CLUBBING • Choqué par une agression raciste survenue devant un établissement lausannois, le conseiller communal Yusuf Kulmiye a décidé de déposer un postulat pour renforcer la charte «La Belle Nuit». Il déplore l’absence de mention explicite de la lutte contre le racisme dans ce texte promouvant le respect, l’égalité et l’inclusion.
Lausanne Cités: Pourquoi vouloir changer cette charte, elle ne vous convient pas?
Yusuf Kulmiye: Elle est très bien, car elle promeut les valeurs d’égalité, de respect et de durabilité, mais elle présente une lacune importante: elle passe sous silence les questions de discrimination raciale.
Pourquoi, selon vous, cette question n’a-t-elle pas été intégrée? Est-ce un oubli ou un choix politique?

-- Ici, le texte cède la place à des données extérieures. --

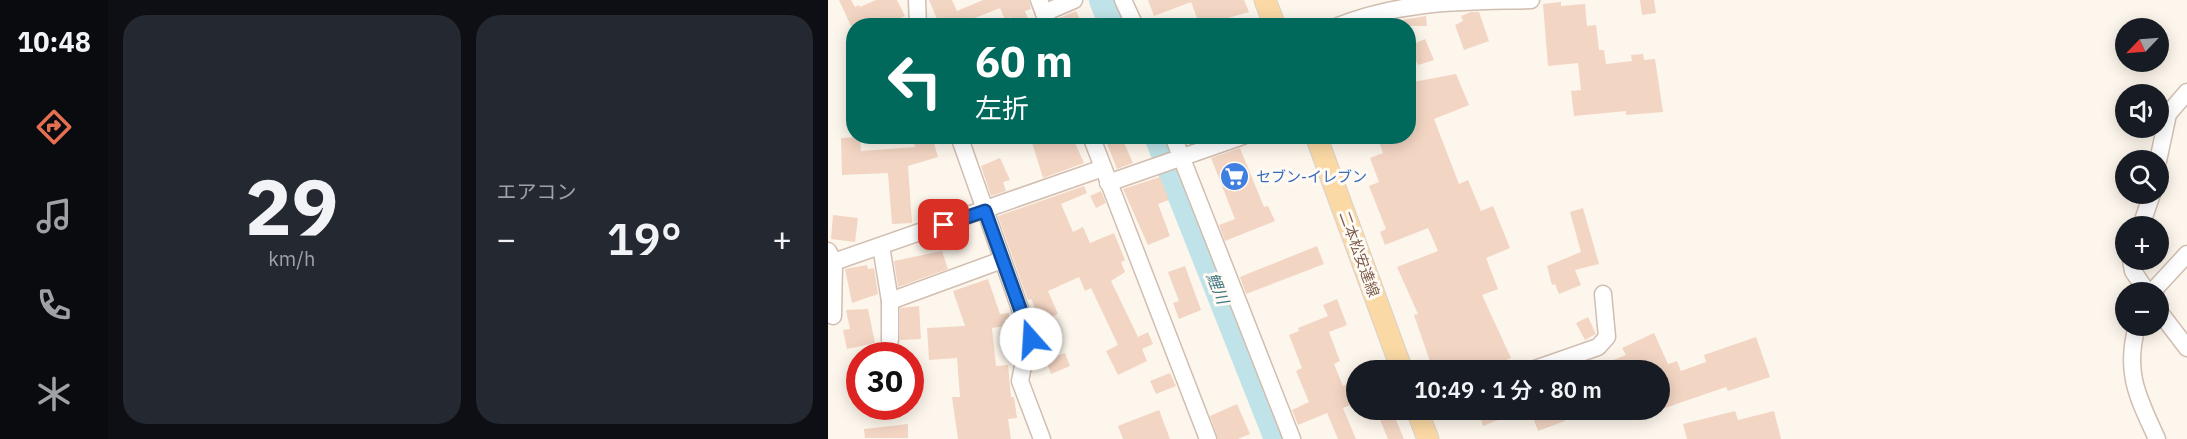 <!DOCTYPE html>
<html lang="ja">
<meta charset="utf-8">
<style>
body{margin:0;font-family:"IBM Plex Sans","Noto Sans JP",sans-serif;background:#242831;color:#f1f3f6;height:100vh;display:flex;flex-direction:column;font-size:22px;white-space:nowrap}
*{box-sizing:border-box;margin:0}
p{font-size:20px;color:#9ea1a6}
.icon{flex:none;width:33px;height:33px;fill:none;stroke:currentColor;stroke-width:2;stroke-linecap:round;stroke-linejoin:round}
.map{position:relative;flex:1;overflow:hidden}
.drawer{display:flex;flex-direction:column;gap:15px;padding:15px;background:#0d0f14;width:720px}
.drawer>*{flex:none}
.banner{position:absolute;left:18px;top:18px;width:570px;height:126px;border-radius:24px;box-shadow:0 3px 15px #0003;background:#00695c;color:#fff;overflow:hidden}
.needle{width:39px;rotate:245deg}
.tools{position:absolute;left:1287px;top:18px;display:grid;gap:12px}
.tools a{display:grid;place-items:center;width:54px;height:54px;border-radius:50%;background:#171b24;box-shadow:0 3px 15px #0003;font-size:30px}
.speed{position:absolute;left:18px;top:342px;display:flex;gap:12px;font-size:30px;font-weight:700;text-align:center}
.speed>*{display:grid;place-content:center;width:78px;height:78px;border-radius:50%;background:#171b24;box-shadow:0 3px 15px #0003;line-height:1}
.speed .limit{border:9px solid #d22;background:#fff;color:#111}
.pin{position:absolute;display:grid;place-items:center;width:51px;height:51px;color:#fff;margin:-26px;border-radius:12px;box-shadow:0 3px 9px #0006}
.me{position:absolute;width:66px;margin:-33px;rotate:341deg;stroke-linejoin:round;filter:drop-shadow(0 0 4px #0008)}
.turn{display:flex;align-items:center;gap:21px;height:126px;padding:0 30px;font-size:27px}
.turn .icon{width:78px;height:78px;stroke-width:2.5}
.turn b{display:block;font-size:42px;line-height:51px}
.big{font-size:45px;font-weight:600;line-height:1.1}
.drawer .widget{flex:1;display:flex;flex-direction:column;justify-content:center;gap:9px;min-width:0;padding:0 21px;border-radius:24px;background:#242831}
.drawer .dial{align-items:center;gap:0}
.dial b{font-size:78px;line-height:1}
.heat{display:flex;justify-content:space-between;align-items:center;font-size:33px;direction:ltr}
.drawer .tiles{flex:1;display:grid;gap:15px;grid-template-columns:repeat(2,1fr)}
.trip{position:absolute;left:518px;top:360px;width:324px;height:60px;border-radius:30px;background:#171b24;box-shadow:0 3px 15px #0003;font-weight:600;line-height:60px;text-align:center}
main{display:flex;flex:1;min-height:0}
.dock{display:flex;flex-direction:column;width:108px;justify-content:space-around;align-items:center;background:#090b0e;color:#9ea1a6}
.dock .icon{width:42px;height:42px}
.dock .on{color:#e76f51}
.dock b{font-size:27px;color:#f1f3f6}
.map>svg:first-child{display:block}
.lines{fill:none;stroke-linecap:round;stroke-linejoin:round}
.river{stroke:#bfe3e8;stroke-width:28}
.building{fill:#f3d5c3}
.minor-casing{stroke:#d1beb0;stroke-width:19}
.major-casing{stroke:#dad1cd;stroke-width:23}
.minor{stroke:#fff;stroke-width:16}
.major{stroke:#fbd9a5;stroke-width:21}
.route-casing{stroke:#114b97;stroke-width:15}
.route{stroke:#1a73e8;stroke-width:10}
.labels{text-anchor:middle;stroke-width:6;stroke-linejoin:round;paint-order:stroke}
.shop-label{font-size:15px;fill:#366cbe;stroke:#fffaf3;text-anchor:start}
.street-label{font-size:15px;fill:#7a5c4d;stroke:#fffaf3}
.water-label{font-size:16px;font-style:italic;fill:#437c86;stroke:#fffaf3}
</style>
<main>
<nav class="dock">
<b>10:48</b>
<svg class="icon on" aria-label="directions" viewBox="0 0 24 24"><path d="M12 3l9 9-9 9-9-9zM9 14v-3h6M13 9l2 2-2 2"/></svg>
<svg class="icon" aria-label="music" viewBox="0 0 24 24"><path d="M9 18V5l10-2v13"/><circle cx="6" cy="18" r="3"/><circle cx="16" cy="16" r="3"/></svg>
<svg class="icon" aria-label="phone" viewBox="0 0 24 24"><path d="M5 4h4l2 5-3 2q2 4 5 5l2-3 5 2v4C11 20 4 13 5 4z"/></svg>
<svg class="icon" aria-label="climate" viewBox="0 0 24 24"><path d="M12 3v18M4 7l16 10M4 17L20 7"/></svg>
</nav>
<section class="drawer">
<div class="tiles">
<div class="widget dial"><b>29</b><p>km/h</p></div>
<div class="widget"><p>エアコン</p>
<div class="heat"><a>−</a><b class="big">19°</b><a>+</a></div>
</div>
</div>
</section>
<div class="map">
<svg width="1359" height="439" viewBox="0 0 1359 439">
<rect width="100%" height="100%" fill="#fdf6ec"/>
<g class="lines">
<!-- river -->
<g class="river">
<path d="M 275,0 L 285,26"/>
<path d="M 330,136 L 450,439"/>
</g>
</g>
<!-- building -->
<g class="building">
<path d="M 11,0 L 23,0 L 27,7 L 31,5 L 32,7 L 48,0 L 69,0 L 77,16 L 58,24 L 55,19 L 41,26 L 23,26 Z"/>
<path d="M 101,0 L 124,0 L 129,11 L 155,0 L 201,0 L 203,9 L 197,11 L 203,26 L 186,26 L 183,17 L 177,20 L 172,8 L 147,18 L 151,26 L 112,26 Z"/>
<path d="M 320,0 L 416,0 L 421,12 L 372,26 L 363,2 L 326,16 Z"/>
<path d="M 812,0 L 826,0 L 828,13 L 814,15 Z"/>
<path d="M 733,2 L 733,6 L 757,4 L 759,26 L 768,25 L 771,50 L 776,50 L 778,64 L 804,61 L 803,55 L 815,54 L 816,60 L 827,59 L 835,112 L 798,115 L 798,111 L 746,116 L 743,91 L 753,90 L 750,63 L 720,66 L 715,4 Z"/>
<path d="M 248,11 L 255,26 L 235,26 L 231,18 Z"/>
<path d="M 643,12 L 651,12 L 661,41 L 636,50 L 627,25 L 635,21 L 633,16 Z"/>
<path d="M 598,16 L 599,26 L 555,26 L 555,23 L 561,22 Z"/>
<path d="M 597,39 L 606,60 L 590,65 L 581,46 Z"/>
<path d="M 628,74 L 641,105 L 606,119 L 631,184 L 640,180 L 653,211 L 665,206 L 682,248 L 658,258 L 670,289 L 654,295 L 683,358 L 668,364 L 671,370 L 605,370 L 586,315 L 590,314 L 569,267 L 610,251 L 600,228 L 557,245 L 552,232 L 558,229 L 541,186 L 551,182 L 542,158 L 555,153 L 549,136 L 580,136 L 580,83 Z"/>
<path d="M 96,136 L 104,136 L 110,157 L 80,166 L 84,223 L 64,224 L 60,173 L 14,175 L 13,138 L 32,137 L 33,151 L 87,147 L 85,140 Z"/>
<path d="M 202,136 L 244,136 L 256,163 L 215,178 Z"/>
<path d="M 276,136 L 293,136 L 305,163 L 289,169 Z"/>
<path d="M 412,148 L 436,207 L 440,206 L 447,221 L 397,241 L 391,225 L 407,219 L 383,158 Z"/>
<path d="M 172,158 L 182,180 L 175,182 L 178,191 L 163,196 L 153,166 Z"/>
<path d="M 332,177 L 341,200 L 330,204 L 342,236 L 320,245 L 295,189 Z"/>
<path d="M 256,186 L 259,193 L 233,204 L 245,232 L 255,227 L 262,243 L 286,233 L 297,260 L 293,262 L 297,272 L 283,281 L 310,337 L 320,332 L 325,344 L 314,349 L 319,361 L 290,375 L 278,351 L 290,345 L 263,288 L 257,291 L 251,277 L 220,291 L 230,314 L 213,321 L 203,299 L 200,300 L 170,216 Z"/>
<path d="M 273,191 L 278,203 L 268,208 L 262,196 Z"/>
<path d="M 755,208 L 771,264 L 747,270 L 753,285 L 731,294 L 727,284 L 724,285 L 719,266 L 753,252 L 742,212 Z"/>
<path d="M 5,215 L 30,218 L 27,242 L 3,239 Z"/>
<path d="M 489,246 L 496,264 L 418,294 L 412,277 Z"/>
<path d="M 114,251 L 120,269 L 70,287 L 66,261 Z"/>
<path d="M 39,265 L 40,269 L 46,268 L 50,294 L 24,303 L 17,269 Z"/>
<path d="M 357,266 L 373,310 L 351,319 L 345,303 L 351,301 L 340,272 Z"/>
<path d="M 160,279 L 172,314 L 181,313 L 183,325 L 164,328 L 168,366 L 180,365 L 183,397 L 186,397 L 189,418 L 180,419 L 183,439 L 130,439 L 124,397 L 132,397 L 129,358 L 101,360 L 99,328 L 137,326 L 125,291 Z"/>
<path d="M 509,299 L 519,325 L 501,332 L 512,361 L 506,364 L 515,386 L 528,381 L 528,403 L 515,408 L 528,439 L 510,439 L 499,413 L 470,425 L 464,410 L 481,402 L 468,371 L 474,368 L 461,335 L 471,331 L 470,328 L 500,316 L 495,305 Z"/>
<path d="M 91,306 L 93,339 L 72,340 L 72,308 Z"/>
<path d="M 40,309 L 47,343 L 19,349 L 15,330 L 22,329 L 18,310 Z"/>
<path d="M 760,317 L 768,334 L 757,340 L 748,323 Z"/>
<path d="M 826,333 L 840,364 L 849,361 L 853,371 L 878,362 L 876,355 L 928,337 L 942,377 L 900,391 L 898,387 L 831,410 L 831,370 L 760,370 L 798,355 L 794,348 Z"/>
<path d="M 237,353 L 242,366 L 223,374 L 218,360 Z"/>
<path d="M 342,373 L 348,386 L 328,394 L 322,381 Z"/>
<path d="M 409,404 L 422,434 L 410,439 L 390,439 L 382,416 Z"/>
<path d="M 331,410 L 342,439 L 295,439 L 290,426 Z"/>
<path d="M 548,410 L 564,410 L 576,439 L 560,439 Z"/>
<path d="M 663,410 L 695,410 L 655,426 L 651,414 Z"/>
<path d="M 710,410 L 733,410 L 737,421 L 710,431 L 703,412 Z"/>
<path d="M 907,411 L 910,420 L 946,411 L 953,439 L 859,439 L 855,424 Z"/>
<path d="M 80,424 L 80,438 L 37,438 L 36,429 Z"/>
</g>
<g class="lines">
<defs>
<g id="minor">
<path d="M 89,0 L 90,26"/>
<path d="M 211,0 L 221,26"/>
<path d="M 295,0 L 307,26"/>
<path d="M 216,13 L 246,0"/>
<path d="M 510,26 C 576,0 634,2 703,0"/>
<path d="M 131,136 L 208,354 L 195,366 L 192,381 L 214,439"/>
<path d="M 263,136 L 380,439"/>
<path d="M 345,136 L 464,439"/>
<path d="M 1330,161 L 1340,114 L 1359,92"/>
<path d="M 280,183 L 415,136"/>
<path d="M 1313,226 L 1324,194"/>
<path d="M 53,246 L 62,301 L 62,340"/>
<path d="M 0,251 L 6,262 L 5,316"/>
<path d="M 1303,260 L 1305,271 L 1319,292"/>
<path d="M 0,264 L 275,168"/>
<path d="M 1324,292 L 1359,254"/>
<path d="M 62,301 L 174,260"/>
<path d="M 1330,310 L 1359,348"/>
<path d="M 1309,326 C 1296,373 1310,397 1329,439"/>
<path d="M 704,370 L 770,347 L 779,337 L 775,294"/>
</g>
<g id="major">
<path d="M 437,0 L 447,26"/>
<path d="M 488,136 L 574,370"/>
<path d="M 589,410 L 600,439"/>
</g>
</defs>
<!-- minor casing -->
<use href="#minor" class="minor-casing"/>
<!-- major casing -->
<use href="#major" class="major-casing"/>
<!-- minor -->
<use href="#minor" class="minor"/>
<!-- major -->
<use href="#major" class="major"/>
</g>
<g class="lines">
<defs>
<path id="route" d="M 116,225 L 157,211 L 203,339"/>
</defs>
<!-- route casing -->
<use href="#route" class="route-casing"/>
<!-- route -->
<use href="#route" class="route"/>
</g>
<!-- icons -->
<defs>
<symbol id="supermarket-disc" viewBox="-11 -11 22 22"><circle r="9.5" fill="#3f7fe0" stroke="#fffaf3"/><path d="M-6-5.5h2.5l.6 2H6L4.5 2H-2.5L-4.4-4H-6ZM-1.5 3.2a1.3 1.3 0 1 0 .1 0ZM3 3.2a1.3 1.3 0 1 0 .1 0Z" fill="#fff"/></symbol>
</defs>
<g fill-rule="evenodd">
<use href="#supermarket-disc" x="390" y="160" width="33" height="33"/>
</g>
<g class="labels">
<!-- shop labels -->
<g class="shop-label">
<text x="428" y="182">セブン-イレブン</text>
</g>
<!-- street labels -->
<g class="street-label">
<text transform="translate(531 254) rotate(70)" y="5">二本松安達線</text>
</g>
<!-- water labels -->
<g class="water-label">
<text transform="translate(390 288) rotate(68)" y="6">鯉川</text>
</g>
</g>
</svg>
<div class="tools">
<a><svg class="needle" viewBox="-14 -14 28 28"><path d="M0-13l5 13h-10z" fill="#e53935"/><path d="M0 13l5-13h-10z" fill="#9ea1a6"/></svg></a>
<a><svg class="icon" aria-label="sound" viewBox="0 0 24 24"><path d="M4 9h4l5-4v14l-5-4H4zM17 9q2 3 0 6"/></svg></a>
<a><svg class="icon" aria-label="search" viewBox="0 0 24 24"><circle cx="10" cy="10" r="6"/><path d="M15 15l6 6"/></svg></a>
<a>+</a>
<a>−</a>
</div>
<div class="speed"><div class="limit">30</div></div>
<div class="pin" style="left:116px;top:225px;background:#d93025"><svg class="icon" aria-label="arrive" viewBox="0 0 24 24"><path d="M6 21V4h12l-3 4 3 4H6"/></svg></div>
<svg class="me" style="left:203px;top:339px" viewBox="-20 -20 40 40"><circle r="19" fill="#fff"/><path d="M0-13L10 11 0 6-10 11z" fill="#1a73e8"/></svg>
<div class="trip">10:49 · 1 分 · 80 m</div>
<div class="banner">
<div class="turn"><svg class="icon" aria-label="left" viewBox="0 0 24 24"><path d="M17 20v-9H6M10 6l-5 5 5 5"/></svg><div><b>60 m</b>左折</div></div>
</div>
</div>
</main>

Difficile à dire, je n’étais pas là quand la charte a été élaborée par les clubs et les autorités. J’ai noté cet oubli lors de la fameuse agression raciste qui s’est déroulée devant le Punk Bar à Lausanne en octobre 2024. Au moment des faits, j’ai pris connaissance de ce texte qui prône le vivre-ensemble et l’inclusion, je me suis dit alors qu’il serait bien d’ajouter quelques lignes pour éviter que de tels actes puissent se reproduire un jour.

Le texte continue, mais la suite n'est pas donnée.